More concerning for Mourinho might be the assessment of United's influential honorary president Sir Bobby Charlton. The 75-year-old is on the record as telling The Guardian: "Mourinho is a really good coach but that's as far as I would go really. He pontificates too much for my liking." Damning with faint praise.
Of course, it is easy for those at Old Trafford to take a high-minded view of the importance of longevity right now. The situation could look rather different should Ferguson's eventual successor fail to match his high standards. Any club is capable of stumbling from manager to manager if they continue to appoint the wrong people. Surely all that can be done is to appoint the best man for the short-term and hope things develop from there. And Mourinho has every right to be considered the best man.
"Like me or not, I am the only one who has won the world's three most important leagues," the man himself told Portuguese TV channel SIC. His record speaks for itself. Indeed, he has perhaps been the victim of his own success. Mourinho's reputation is tainted by the perception of him as a managerial butterfly, but he could just as accurately be cast as one of the game's great survivors.
He has lasted longer - much longer - than any of the other seven managers appointed by current Chelsea owner Roman Abramovich. He has also presided over more than twice as many matches as any of the previous nine men to take charge of Real Madrid. And his other two major managerial appointments of the past decade - at Porto and Inter - both ended in Champions League glory prior to taking up the aforementioned plum roles at Chelsea and Real.

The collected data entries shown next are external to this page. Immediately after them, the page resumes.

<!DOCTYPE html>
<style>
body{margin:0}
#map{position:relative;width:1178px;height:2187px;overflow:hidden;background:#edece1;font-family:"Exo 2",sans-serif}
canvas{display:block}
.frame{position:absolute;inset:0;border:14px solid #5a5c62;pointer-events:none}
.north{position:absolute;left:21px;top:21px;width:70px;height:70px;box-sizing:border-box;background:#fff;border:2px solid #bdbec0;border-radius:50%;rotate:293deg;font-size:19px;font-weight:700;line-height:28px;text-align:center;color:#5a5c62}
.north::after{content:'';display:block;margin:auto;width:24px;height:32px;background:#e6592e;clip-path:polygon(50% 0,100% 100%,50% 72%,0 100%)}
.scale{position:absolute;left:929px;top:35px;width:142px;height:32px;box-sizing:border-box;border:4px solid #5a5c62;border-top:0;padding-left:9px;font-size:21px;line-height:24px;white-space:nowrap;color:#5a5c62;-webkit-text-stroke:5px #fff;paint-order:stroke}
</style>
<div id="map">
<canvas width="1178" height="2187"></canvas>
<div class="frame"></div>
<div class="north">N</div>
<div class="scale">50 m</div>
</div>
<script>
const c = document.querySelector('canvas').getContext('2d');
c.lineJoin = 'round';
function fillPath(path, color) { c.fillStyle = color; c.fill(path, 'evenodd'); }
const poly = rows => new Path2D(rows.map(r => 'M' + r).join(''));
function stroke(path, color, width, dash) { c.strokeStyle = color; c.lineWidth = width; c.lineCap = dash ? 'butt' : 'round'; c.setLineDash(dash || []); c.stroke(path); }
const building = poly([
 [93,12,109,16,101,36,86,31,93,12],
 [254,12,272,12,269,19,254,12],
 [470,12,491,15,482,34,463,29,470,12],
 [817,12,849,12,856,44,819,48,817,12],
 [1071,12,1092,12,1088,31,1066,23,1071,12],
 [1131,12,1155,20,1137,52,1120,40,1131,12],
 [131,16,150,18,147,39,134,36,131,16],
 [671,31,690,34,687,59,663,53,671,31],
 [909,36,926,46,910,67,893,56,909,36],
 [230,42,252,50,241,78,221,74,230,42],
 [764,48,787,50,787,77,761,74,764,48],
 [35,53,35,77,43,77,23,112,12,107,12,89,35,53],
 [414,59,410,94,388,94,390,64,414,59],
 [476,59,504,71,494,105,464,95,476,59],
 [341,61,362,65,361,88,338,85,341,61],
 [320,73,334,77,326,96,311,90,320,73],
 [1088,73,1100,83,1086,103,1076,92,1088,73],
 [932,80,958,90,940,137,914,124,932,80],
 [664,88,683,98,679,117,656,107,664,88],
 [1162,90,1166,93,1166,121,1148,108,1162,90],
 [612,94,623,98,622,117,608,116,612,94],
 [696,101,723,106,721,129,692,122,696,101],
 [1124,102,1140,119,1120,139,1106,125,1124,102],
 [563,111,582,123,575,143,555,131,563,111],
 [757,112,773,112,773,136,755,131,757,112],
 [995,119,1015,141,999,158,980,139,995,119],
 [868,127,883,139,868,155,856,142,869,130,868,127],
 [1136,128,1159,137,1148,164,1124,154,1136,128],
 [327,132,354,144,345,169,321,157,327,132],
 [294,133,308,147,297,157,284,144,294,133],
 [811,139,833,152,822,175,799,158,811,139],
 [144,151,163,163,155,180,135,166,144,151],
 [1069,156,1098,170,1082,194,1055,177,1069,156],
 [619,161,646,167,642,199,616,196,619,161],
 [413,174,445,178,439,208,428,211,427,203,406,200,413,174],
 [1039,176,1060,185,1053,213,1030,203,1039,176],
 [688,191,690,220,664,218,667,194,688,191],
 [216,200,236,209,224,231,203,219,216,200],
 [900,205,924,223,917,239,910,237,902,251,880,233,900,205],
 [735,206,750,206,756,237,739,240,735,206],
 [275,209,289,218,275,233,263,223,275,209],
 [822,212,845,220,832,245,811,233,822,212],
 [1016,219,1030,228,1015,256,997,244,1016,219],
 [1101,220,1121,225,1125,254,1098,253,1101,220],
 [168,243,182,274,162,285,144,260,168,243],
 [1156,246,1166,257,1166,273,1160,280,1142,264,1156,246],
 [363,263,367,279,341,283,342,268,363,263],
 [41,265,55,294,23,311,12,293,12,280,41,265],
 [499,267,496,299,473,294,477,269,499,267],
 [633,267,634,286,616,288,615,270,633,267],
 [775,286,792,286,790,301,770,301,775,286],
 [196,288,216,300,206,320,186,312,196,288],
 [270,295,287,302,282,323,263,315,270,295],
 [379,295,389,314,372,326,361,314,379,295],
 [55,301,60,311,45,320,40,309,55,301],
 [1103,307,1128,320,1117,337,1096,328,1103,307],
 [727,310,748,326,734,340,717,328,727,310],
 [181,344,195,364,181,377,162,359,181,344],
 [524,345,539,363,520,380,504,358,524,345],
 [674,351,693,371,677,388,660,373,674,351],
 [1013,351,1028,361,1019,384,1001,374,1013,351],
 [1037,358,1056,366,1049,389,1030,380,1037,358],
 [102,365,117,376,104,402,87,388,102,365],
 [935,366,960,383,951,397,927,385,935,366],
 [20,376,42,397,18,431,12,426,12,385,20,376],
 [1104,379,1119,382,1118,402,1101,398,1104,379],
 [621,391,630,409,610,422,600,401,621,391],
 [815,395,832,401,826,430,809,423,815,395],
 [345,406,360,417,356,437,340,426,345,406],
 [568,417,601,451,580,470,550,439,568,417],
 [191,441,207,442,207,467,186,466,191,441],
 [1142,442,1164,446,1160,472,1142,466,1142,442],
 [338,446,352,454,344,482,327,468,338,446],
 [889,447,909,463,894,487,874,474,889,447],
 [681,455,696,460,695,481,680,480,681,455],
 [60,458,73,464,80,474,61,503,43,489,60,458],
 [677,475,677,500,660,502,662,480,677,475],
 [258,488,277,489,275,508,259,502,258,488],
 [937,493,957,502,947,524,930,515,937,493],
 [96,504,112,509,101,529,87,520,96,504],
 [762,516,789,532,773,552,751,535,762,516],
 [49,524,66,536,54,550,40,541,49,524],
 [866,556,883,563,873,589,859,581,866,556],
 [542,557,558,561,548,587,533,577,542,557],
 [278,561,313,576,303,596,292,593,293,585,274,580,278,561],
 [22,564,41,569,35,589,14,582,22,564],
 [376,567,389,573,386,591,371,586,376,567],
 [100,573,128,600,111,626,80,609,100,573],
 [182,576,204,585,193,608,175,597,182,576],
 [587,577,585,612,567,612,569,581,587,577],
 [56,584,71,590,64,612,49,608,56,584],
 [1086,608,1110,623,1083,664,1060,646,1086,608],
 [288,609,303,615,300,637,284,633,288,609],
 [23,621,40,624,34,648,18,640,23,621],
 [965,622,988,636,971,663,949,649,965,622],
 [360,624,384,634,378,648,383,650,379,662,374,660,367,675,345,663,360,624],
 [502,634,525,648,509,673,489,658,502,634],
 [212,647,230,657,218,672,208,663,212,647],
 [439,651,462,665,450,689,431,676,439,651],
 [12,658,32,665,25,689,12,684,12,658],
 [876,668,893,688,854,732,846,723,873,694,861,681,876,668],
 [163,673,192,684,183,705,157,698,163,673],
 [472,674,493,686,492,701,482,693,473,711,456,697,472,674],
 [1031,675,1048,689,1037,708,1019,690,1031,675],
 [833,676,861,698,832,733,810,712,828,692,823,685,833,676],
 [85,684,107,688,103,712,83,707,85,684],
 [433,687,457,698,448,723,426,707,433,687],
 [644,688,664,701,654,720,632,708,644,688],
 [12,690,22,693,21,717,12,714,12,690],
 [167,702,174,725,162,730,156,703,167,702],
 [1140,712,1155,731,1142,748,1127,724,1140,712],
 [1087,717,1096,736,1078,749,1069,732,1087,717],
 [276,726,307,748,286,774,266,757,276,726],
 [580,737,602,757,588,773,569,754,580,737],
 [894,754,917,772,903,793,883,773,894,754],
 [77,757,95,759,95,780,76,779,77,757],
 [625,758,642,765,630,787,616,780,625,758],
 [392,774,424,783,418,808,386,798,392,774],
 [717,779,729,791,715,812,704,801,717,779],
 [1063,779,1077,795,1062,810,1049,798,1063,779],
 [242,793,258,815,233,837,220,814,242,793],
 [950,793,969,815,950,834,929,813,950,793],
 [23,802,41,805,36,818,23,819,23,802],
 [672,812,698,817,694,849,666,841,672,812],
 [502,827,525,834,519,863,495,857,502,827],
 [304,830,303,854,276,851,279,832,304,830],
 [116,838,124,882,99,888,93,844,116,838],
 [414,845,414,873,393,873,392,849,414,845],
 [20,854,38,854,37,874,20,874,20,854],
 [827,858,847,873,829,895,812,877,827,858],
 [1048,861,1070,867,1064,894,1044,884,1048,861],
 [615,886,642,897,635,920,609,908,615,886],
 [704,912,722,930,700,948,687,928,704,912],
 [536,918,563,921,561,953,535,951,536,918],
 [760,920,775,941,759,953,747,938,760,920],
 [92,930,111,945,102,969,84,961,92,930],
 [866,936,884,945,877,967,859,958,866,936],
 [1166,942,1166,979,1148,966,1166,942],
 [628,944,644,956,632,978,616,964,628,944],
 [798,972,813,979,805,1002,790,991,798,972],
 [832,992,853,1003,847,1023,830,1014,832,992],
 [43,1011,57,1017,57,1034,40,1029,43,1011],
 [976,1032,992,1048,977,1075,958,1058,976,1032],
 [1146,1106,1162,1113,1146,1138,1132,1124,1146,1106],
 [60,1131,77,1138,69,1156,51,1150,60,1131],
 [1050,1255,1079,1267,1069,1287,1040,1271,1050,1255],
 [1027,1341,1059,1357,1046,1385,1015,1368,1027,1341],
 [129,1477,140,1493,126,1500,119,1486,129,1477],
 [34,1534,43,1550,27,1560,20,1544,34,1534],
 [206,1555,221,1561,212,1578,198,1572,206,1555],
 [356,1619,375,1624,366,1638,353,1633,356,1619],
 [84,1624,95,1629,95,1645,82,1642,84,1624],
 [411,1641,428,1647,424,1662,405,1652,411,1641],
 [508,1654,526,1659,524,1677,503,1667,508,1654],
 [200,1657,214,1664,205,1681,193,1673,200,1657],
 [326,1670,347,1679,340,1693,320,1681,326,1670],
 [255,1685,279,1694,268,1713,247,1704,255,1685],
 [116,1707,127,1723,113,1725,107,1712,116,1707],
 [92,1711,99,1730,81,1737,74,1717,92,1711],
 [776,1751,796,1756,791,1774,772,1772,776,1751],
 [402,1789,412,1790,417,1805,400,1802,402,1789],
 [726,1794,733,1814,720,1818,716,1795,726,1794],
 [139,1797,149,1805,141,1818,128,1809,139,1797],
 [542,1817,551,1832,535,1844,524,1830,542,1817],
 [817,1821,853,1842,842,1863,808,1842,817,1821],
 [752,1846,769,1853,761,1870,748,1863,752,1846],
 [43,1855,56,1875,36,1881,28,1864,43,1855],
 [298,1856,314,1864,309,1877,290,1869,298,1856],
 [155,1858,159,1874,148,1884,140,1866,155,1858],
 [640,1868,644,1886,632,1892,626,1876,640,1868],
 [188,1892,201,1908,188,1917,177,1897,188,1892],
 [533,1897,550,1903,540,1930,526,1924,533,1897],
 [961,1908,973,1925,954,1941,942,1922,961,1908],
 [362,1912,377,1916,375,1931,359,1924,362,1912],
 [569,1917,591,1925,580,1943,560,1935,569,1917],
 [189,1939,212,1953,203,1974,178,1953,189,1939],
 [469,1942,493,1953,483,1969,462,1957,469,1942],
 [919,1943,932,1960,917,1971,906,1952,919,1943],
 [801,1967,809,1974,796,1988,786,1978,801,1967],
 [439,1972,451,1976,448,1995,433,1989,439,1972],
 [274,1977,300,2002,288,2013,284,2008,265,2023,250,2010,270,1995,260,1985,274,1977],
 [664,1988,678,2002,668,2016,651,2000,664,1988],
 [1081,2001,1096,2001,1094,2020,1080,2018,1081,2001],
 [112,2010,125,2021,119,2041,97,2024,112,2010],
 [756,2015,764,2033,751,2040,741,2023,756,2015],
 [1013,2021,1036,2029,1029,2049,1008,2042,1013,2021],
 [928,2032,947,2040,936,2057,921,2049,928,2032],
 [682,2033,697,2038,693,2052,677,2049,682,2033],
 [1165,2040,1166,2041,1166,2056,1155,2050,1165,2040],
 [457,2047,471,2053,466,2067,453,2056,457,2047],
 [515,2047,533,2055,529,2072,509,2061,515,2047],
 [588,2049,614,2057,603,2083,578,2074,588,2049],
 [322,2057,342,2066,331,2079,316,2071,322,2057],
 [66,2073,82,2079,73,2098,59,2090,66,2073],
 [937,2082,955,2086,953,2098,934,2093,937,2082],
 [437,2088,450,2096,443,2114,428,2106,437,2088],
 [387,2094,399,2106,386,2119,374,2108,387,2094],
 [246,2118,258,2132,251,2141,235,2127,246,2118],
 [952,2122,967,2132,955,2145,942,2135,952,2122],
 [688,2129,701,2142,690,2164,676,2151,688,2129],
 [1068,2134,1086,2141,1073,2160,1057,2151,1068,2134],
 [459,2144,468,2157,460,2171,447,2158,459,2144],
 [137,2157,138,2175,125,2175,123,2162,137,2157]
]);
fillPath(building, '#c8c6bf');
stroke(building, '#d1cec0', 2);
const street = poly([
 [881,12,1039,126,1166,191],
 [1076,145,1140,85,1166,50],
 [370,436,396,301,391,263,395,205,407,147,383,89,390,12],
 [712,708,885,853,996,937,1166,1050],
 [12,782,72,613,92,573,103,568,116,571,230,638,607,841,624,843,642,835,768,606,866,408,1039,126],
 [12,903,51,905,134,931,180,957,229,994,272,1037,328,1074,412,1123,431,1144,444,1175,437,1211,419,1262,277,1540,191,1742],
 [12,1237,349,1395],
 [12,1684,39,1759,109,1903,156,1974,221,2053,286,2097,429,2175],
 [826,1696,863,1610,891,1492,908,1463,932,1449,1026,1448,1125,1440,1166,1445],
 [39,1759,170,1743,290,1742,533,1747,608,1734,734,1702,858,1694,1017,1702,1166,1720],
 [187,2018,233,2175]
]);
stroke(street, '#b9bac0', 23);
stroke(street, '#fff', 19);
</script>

Mourinho is, of course, acutely aware of his own image. Particularly in comparison to Pep Guardiola, a manager seen as a legacy builder despite his decision to walk away from Barcelona after four seasons. If the 50-year-old coach is to improve his post-Real options there is a need to stress that there is more to Mourinho than the short, sharp shock treatment.
Hence the almost apologetic explanation for his brilliant career-to-date that Mourinho offered last year. "After England and Italy I had to go to Real Madrid or it would have left my career empty," he told the Daily Mirror. "But the No.1 in the history of the Premier League (Ferguson) disagrees with me because United are an incredible club and he wants to stay there all his career. And I want to stay [at Real Madrid] for a long time, at least four years or up to 10, to build something."
That's highly unlikely to happen at Real now. But that doesn't mean it couldn't happen elsewhere. To do that, much will depend on Mourinho's ability to define his Madrid legacy. Will it finish with a non-title race and a last-16 Champions League exit or can Real cement their position among the favourites for Europe's biggest trophy by eliminating United at Old Trafford.
And if he can go all the way to Wembley, disciple of Guttmann or not, can any club - even Manchester United - afford to turn their nose up at a manager like Mourinho?